Beyond providing masks, implementing social distancing requirements, installing sanitation equipment and temperature check stations throughout campus, the task force partnered with software developers to create Scout — a symptom monitoring tool that tracks physical health and helps halt the spread of the virus early on.

Arguably one of the most lofty, innovative collaborations of them all was the task force’s plan to test every student, staff and faculty member for COVID-19 before the start of the Fall 2020 semester.

To make it work, Colorado Mesa University partnered with COVIDCheck Colorado, where students across the state could get tested for COVID-19 before returning to campus. At the same time, CMU parking lots were turned into medical testing facilities with large white tents, traffic cones, computers, medical equipment and nursing students and staff who helped with testing.
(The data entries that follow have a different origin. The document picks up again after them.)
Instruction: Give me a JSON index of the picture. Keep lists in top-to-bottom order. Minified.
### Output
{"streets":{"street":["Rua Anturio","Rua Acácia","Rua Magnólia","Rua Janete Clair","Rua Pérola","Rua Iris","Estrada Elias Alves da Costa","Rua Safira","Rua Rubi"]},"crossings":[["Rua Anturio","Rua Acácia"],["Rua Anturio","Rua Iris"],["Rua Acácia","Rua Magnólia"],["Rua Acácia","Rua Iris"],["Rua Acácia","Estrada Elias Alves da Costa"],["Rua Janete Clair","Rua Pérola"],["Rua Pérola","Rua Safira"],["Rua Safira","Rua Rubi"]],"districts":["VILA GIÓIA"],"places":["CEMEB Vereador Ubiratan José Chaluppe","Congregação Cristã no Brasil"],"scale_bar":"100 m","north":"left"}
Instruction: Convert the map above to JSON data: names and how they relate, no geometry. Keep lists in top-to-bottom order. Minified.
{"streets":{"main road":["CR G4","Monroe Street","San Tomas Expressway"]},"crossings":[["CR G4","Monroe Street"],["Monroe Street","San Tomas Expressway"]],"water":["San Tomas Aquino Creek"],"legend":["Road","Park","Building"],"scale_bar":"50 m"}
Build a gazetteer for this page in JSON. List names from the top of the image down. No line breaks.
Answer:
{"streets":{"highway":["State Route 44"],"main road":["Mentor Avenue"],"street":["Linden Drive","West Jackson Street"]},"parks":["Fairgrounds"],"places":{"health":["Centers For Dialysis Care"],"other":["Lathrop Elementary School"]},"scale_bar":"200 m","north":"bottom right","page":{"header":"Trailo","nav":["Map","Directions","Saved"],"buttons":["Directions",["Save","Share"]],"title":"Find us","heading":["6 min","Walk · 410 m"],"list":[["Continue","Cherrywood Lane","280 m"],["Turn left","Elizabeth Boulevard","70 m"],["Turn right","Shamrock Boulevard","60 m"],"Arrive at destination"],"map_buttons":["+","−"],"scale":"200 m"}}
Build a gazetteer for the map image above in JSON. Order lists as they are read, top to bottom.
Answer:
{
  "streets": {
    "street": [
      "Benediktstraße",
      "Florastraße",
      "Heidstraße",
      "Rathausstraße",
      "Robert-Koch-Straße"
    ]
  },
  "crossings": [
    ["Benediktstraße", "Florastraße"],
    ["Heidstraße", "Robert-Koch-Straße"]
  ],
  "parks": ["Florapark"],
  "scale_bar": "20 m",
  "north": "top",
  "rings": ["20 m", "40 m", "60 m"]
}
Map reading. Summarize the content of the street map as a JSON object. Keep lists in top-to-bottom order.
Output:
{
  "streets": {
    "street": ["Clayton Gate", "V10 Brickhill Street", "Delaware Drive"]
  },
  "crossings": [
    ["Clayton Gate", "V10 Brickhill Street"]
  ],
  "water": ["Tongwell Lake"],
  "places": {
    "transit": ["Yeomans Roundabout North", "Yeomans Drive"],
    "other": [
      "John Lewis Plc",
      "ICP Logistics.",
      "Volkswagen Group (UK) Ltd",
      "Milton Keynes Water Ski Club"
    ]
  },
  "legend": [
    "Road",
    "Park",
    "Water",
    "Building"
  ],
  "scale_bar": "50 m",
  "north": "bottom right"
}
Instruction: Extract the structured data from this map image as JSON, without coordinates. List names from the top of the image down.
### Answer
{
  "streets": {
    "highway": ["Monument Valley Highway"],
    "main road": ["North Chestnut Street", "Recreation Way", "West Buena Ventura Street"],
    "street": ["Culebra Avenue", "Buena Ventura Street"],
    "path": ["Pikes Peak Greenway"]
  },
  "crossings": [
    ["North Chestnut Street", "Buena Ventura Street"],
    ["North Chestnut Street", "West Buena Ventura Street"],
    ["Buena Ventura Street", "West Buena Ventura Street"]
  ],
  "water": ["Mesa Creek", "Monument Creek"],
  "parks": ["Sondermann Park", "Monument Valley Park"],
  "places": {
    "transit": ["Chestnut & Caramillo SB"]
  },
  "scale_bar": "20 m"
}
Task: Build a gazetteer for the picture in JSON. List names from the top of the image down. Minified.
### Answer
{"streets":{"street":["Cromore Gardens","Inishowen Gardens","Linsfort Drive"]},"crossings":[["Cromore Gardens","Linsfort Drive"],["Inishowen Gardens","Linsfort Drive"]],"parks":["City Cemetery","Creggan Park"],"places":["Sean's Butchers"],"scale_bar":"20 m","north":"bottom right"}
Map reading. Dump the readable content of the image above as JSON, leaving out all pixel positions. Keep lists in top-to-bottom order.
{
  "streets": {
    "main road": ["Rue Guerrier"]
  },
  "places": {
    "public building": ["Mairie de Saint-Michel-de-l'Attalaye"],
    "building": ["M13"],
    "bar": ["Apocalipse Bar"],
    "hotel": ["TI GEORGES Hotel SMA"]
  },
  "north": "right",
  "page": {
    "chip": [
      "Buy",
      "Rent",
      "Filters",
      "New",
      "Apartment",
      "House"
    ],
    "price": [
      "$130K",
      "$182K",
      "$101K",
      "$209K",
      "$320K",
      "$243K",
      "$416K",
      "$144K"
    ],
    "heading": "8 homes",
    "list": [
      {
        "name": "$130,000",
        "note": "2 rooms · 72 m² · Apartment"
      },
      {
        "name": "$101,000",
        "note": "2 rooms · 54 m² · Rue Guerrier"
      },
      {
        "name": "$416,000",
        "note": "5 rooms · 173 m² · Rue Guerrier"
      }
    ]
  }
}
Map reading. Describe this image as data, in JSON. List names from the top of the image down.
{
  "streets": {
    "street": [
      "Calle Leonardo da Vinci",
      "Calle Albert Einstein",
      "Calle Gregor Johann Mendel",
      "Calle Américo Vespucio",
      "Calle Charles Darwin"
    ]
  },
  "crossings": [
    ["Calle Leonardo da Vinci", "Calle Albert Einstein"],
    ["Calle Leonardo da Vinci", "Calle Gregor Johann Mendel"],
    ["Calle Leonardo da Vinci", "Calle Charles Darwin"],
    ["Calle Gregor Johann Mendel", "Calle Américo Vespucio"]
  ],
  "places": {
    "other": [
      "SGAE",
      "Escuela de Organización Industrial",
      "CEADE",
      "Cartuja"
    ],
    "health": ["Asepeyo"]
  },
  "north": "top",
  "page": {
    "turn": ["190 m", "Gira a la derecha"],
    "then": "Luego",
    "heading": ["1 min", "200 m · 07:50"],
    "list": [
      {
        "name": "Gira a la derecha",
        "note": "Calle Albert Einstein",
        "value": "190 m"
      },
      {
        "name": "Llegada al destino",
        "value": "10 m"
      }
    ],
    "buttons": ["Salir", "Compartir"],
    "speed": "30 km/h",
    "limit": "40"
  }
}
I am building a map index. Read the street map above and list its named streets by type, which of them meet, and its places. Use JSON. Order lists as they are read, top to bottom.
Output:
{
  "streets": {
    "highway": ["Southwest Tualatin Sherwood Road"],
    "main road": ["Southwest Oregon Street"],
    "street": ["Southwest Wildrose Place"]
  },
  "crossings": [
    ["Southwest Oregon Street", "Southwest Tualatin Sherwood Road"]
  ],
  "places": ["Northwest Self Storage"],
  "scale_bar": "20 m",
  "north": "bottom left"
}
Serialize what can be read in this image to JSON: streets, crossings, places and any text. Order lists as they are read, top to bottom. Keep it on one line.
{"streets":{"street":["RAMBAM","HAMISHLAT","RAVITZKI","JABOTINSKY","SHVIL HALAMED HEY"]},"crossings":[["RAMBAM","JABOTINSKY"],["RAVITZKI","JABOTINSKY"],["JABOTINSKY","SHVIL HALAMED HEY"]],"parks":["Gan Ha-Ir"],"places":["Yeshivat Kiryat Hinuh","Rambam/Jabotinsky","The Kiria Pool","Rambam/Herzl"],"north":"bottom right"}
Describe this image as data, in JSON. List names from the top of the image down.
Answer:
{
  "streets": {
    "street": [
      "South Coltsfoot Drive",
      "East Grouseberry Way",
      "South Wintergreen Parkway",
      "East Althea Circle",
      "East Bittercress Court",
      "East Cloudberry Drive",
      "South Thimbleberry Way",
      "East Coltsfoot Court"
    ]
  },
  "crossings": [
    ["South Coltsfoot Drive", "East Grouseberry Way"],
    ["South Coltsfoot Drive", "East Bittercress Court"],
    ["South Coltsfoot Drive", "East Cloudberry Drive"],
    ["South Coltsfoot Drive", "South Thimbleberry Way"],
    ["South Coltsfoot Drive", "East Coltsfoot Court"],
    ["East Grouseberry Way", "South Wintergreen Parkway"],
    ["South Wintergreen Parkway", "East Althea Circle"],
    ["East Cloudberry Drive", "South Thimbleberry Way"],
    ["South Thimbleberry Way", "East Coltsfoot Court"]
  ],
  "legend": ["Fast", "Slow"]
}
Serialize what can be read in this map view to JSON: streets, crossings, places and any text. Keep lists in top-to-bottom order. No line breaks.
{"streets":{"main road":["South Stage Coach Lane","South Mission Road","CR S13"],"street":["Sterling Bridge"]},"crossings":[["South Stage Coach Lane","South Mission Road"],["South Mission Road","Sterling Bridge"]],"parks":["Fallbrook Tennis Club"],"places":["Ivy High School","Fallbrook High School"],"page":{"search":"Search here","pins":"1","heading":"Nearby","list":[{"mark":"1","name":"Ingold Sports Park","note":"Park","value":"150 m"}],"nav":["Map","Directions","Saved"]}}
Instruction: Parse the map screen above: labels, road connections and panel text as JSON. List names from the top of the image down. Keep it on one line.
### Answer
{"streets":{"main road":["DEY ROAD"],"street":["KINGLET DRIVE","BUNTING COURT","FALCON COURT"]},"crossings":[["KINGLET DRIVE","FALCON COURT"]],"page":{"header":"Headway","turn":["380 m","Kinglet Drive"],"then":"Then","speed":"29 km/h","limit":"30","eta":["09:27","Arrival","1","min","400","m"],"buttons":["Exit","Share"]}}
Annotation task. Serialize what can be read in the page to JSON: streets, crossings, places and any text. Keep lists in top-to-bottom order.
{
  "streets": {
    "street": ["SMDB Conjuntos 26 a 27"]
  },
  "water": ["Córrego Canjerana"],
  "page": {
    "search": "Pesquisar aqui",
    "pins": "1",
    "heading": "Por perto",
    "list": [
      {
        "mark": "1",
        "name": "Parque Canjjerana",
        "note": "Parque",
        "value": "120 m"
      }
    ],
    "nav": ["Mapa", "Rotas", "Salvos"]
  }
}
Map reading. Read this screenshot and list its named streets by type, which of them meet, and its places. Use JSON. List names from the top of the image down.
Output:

“Watching our nursing students work the front lines of this pandemic was a good reminder of why we’re here and why we chose to be educators in the first place. I’m proud of our students for taking what they’ve learned in the classroom, adapting it and then applying it to this unprecedented real-world scenario. They saw first-hand how rewarding it is to contribute to society in a valuable, meaningful way,” said Director of Nursing Education Programs Lucy Graham, PhD, MPH, RN.

By October 9, more than 12,000 tests had been administered. CMU continues to test the CMU community for COVID-19 with random surveillance testing.

“All of us students are very thankful to be back on campus. Especially going into my senior year, it gave me hope knowing I was going to get to finish what I started,” said Bautista. “The gratitude we have for the team that got us here is unmeasurable.”

While the future of the world is unknown one thing is for sure and that’s CMU’s dedication to serving students. The Safe Together, Strong Together plan enforces the belief that higher education should continue in the face of adversity.

Despite all the uncertainties ahead, CMU firmly believes the show must go on. The year 2020 has proven to be the ultimate test, but Mavericks have shown that where there’s innovation, determination and a will, there’s a way.